Data under study Block Start
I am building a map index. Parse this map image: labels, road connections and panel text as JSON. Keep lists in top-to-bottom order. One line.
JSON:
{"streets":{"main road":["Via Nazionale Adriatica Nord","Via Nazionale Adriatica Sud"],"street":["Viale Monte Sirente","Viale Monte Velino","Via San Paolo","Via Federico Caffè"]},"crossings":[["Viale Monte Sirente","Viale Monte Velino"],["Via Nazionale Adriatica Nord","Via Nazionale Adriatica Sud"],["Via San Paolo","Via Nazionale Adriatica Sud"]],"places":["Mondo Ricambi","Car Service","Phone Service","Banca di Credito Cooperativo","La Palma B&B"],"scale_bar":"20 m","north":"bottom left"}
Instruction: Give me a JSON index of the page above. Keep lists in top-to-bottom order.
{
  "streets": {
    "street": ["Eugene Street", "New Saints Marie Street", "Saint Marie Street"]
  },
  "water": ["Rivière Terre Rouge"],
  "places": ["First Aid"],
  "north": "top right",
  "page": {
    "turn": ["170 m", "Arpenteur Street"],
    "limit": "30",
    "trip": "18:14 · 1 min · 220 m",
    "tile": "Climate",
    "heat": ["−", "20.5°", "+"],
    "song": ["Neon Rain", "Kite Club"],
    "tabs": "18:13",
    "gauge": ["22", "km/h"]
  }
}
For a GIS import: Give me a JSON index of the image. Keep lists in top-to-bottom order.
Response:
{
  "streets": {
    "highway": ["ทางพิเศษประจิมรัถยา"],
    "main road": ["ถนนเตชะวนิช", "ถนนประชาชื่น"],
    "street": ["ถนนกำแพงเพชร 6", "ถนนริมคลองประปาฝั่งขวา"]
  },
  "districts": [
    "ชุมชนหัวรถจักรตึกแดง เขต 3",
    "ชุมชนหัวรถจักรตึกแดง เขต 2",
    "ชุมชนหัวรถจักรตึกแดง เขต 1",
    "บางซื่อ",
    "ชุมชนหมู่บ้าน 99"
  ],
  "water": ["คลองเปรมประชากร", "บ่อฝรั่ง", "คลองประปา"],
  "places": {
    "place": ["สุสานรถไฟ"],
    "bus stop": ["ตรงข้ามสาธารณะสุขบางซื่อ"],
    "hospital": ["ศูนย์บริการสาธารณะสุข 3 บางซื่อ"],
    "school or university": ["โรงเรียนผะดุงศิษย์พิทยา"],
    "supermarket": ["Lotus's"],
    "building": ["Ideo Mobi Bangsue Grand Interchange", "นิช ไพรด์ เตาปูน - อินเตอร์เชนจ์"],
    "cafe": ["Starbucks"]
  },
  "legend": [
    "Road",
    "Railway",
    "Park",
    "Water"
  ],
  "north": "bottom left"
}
Data under study Block End
## What the task requires
Each line of the data that holds "image" should be reported.

## Completed task
I am building a map index. Parse this map image: labels, road connections and panel text as JSON. Keep lists in top-to-bottom order. One line.
For a GIS import: Give me a JSON index of the image. Keep lists in top-to-bottom order.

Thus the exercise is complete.